Comme souvent, le train de 9h04 a pris du retard. Personne bien sûr n’explique pourquoi le train de 9h04 a pris du retard. Peut-être même personne ne sait-il pourquoi le train de 9h04 a pris du retard. À 9h14, l’annonce est enfin faite que le train de 9h04 aura 30 minutes de retard ! Comme il m'importe peu de poser le pied sur le quai de la gare d’Austerlitz à 12h51 plutôt qu’à 12h21, je n'ai aucune raison d’ajouter mes récriminations à celles qui agitent les autres candidats au voyage qui patientent, comme moi, dans les courants d’air qui balaient le quai n°8. Demeure malgré tout la désagréable impression d’être compté pour quantité négligeable par la grande machinerie qui régit le transport ferroviaire !

Mais la place qui m’est réservée est toujours disponible.

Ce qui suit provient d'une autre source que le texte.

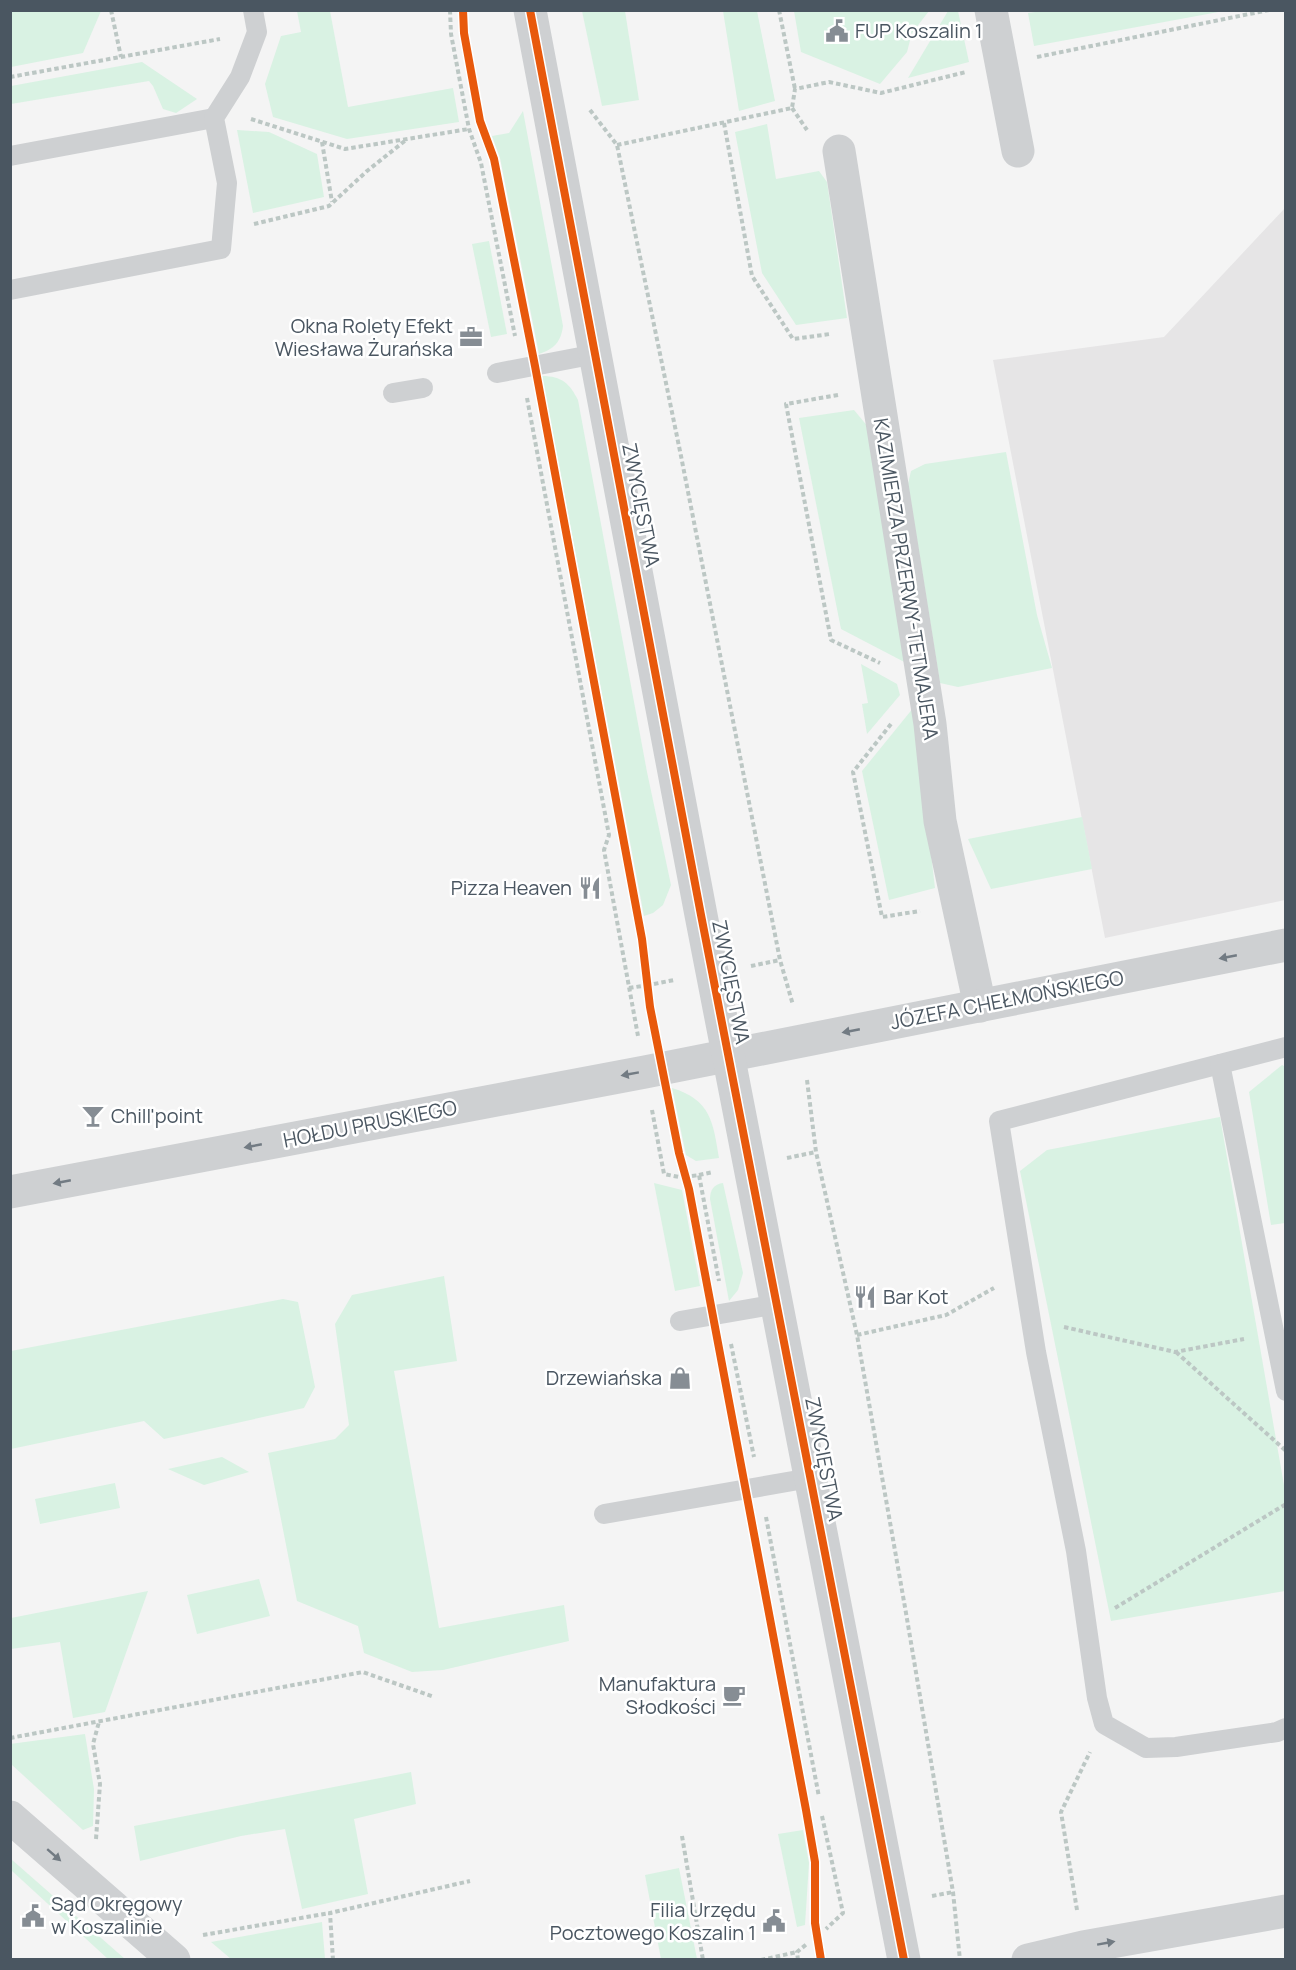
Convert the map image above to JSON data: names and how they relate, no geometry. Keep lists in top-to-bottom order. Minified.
{"streets":{"street":["ZWYCIĘSTWA","KAZIMIERZA PRZERWY-TETMAJERA","JÓZEFA CHEŁMOŃSKIEGO","HOŁDU PRUSKIEGO"]},"crossings":[["ZWYCIĘSTWA","JÓZEFA CHEŁMOŃSKIEGO"],["ZWYCIĘSTWA","HOŁDU PRUSKIEGO"],["KAZIMIERZA PRZERWY-TETMAJERA","JÓZEFA CHEŁMOŃSKIEGO"],["JÓZEFA CHEŁMOŃSKIEGO","HOŁDU PRUSKIEGO"]],"one_way":["JÓZEFA CHEŁMOŃSKIEGO","HOŁDU PRUSKIEGO"],"places":{"public building":["FUP Koszalin 1","Sąd Okręgowy w Koszalinie","Filia Urzędu Pocztowego Koszalin 1"],"office":["Okna Rolety Efekt Wiesława Żurańska"],"restaurant":["Pizza Heaven","Bar Kot"],"bar":["Chill'point"],"shop":["Drzewiańska"],"cafe":["Manufaktura Słodkości"]}}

Un jeune homme a déjà "pris ses aises" sur la place voisine. Je le contrarie probablement avec ma prétention à faire valoir mes droits au détriment de son sac à dos, de sa bouteille d’eau et de papiers gras ayant manifestement contenu un en-cas préparé par une mère aimante et dont il ne reste, pour l’heure, que quelques miettes. Lui-même, tout aussi précautionneux, conserve avec prudence une casquette publicitaire soigneusement vissée sur sa tignasse ébouriffée comme s’il craignait que le ciel ne lui tombe sur la tête. Nous parvenons à un modus vivendi de bon aloi quant aux limites de nos territoires respectifs et je m’installe. Le train s’ébranle dans un brouhaha bon enfant. Je me laisse emporter dans une douce rêverie scandée par les staccatos des boggies sur les rails.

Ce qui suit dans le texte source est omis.